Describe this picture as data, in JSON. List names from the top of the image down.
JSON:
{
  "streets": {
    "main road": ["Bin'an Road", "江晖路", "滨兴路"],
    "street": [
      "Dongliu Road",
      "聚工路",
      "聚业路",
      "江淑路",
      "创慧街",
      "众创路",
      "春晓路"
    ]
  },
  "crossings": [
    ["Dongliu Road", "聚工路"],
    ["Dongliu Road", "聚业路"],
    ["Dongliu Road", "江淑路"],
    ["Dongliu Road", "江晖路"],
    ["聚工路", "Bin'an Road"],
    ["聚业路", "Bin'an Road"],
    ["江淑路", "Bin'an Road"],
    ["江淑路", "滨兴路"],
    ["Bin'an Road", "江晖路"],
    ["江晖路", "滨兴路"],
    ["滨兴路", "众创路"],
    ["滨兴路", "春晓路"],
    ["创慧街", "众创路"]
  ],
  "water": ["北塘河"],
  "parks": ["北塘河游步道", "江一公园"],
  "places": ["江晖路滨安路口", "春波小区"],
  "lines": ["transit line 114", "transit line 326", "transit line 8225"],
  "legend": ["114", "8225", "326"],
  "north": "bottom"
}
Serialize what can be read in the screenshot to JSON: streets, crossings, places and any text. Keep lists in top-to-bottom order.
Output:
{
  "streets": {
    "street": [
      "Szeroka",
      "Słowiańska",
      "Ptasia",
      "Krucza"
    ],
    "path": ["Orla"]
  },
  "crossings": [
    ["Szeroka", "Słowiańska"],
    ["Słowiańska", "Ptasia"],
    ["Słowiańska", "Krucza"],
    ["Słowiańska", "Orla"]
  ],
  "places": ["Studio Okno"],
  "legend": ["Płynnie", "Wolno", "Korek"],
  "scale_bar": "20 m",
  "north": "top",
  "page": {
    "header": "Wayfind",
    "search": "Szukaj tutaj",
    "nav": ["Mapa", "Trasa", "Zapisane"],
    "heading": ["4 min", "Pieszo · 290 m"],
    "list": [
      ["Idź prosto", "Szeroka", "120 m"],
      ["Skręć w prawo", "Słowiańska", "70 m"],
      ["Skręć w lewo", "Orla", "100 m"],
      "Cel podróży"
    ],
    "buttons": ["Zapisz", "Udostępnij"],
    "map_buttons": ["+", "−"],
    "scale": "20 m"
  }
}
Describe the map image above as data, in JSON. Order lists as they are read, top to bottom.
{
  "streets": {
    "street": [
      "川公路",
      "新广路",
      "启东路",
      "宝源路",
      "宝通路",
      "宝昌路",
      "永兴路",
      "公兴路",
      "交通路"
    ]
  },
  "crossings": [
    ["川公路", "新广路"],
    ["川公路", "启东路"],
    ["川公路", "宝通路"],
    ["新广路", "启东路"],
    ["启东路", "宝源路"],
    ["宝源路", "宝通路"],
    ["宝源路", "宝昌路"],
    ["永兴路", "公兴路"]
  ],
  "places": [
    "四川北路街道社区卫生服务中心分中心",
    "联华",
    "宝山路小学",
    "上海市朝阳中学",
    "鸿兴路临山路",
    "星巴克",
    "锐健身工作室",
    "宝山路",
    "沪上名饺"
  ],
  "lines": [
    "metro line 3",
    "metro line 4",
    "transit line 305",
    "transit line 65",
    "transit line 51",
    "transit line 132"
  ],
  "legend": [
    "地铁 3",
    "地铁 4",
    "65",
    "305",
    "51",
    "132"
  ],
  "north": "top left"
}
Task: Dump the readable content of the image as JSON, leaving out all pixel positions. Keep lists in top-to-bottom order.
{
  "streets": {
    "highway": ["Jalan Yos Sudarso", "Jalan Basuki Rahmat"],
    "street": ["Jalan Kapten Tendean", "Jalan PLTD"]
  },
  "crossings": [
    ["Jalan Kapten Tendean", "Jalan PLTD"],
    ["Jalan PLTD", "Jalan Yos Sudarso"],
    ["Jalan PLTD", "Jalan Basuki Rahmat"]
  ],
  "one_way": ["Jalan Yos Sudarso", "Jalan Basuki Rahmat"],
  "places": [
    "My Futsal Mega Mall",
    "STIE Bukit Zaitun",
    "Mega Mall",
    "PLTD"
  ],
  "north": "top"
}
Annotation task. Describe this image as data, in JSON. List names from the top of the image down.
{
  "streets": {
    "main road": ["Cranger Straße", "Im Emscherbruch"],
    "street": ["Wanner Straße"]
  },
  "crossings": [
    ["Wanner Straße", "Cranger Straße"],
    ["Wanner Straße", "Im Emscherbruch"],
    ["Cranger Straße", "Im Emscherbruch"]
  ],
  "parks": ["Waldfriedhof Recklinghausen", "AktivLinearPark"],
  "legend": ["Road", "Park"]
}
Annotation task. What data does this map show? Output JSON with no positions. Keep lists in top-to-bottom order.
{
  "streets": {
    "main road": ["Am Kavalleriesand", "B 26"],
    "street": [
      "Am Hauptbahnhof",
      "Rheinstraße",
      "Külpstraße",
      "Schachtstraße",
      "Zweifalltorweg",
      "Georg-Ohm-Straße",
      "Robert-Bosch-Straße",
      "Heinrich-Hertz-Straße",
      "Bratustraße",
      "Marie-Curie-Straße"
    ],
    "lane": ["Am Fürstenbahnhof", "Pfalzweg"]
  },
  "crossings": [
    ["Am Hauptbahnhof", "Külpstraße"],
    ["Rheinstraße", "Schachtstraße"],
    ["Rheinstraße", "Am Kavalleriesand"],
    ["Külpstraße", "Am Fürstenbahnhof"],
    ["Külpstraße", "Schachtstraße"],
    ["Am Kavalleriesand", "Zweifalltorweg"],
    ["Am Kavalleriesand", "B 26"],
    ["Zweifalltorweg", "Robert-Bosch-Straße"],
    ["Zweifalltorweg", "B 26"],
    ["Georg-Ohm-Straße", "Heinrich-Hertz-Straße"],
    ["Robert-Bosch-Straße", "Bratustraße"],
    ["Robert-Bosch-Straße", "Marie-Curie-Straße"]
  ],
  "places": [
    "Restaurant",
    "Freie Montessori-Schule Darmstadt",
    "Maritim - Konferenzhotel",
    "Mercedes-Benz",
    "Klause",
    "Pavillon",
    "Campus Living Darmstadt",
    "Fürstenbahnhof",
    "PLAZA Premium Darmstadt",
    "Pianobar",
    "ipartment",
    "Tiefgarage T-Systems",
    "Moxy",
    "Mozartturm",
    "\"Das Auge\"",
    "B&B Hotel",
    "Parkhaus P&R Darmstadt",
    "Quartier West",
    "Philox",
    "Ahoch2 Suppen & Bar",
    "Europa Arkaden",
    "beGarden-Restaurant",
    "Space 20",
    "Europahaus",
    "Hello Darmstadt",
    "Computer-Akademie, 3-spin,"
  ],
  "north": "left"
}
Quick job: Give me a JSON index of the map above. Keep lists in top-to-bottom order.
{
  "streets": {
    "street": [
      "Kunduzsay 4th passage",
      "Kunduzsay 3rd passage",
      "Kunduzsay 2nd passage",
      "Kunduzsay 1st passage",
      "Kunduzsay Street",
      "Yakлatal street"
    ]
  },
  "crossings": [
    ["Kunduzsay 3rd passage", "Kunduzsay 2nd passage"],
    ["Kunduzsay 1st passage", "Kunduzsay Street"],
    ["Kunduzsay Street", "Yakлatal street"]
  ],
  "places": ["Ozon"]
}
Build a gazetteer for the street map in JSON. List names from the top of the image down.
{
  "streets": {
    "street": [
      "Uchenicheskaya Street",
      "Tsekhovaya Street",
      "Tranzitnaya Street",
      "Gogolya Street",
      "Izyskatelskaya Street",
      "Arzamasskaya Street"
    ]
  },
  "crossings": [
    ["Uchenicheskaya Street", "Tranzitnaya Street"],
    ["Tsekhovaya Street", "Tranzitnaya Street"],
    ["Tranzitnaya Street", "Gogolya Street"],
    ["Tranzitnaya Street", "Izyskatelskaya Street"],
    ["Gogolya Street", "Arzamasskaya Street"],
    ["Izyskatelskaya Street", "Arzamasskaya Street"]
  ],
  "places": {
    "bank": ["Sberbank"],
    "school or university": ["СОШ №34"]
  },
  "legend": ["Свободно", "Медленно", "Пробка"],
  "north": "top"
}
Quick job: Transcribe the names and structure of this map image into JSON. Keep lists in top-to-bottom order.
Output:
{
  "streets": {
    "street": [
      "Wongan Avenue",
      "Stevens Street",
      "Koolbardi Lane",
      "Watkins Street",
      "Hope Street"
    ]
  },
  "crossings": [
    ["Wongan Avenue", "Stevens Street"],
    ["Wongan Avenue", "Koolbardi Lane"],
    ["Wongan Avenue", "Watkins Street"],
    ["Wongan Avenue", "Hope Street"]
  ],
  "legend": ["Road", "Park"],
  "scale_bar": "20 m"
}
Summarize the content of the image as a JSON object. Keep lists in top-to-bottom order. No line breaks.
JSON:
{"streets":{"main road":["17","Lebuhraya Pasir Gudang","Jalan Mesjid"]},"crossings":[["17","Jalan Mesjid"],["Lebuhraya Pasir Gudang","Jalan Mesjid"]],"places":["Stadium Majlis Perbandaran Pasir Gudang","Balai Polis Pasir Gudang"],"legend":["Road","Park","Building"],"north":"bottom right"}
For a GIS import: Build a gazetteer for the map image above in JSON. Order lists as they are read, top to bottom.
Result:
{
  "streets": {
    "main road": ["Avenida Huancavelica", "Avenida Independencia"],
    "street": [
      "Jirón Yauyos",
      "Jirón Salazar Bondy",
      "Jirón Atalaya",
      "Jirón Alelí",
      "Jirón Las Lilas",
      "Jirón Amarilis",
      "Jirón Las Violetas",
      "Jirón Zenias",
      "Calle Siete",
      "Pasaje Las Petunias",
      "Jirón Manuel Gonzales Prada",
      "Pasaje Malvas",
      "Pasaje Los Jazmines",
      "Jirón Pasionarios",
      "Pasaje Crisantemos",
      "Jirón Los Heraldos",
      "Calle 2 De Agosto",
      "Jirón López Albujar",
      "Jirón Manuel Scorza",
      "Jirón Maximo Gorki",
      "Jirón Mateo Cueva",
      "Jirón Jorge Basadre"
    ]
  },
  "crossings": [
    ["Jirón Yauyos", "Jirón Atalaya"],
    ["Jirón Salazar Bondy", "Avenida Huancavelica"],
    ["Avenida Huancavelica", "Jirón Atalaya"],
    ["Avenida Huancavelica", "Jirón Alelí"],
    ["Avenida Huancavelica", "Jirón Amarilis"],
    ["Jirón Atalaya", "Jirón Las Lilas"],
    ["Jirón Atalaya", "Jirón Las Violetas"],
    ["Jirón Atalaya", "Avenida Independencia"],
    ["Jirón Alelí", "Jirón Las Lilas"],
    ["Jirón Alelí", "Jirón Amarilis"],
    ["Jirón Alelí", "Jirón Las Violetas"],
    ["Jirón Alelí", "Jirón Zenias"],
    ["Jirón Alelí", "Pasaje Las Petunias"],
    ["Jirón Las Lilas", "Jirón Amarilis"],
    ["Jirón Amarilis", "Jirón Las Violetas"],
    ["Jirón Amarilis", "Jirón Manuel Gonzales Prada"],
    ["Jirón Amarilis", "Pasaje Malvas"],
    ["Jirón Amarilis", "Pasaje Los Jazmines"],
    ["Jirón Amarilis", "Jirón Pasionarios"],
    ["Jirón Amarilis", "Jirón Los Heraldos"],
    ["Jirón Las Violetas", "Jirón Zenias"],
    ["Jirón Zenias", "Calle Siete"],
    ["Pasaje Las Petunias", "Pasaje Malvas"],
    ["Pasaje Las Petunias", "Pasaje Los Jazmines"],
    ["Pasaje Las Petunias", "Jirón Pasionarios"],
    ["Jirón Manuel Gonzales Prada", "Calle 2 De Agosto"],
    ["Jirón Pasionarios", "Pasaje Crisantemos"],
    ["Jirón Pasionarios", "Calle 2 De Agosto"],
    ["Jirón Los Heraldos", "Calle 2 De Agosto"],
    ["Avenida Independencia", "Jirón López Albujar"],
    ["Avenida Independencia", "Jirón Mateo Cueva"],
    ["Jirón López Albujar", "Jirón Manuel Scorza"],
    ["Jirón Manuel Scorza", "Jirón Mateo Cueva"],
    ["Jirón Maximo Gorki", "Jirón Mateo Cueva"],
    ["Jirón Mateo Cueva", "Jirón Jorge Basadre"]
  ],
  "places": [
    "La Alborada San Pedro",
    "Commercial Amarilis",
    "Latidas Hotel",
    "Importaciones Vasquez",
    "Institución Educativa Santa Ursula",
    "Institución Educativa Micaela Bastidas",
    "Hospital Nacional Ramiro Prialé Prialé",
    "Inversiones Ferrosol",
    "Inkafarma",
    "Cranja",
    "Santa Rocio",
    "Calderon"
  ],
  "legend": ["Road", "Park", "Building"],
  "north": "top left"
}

Work to be completed = Whenever a line above includes "image", copy it in full.

Answer for this exercise =
Describe this picture as data, in JSON. List names from the top of the image down.
Describe the map image above as data, in JSON. Order lists as they are read, top to bottom.
Task: Dump the readable content of the image as JSON, leaving out all pixel positions. Keep lists in top-to-bottom order.
Annotation task. Describe this image as data, in JSON. List names from the top of the image down.
Build a gazetteer for the street map in JSON. List names from the top of the image down.
Quick job: Transcribe the names and structure of this map image into JSON. Keep lists in top-to-bottom order.
Summarize the content of the image as a JSON object. Keep lists in top-to-bottom order. No line breaks.
For a GIS import: Build a gazetteer for the map image above in JSON. Order lists as they are read, top to bottom.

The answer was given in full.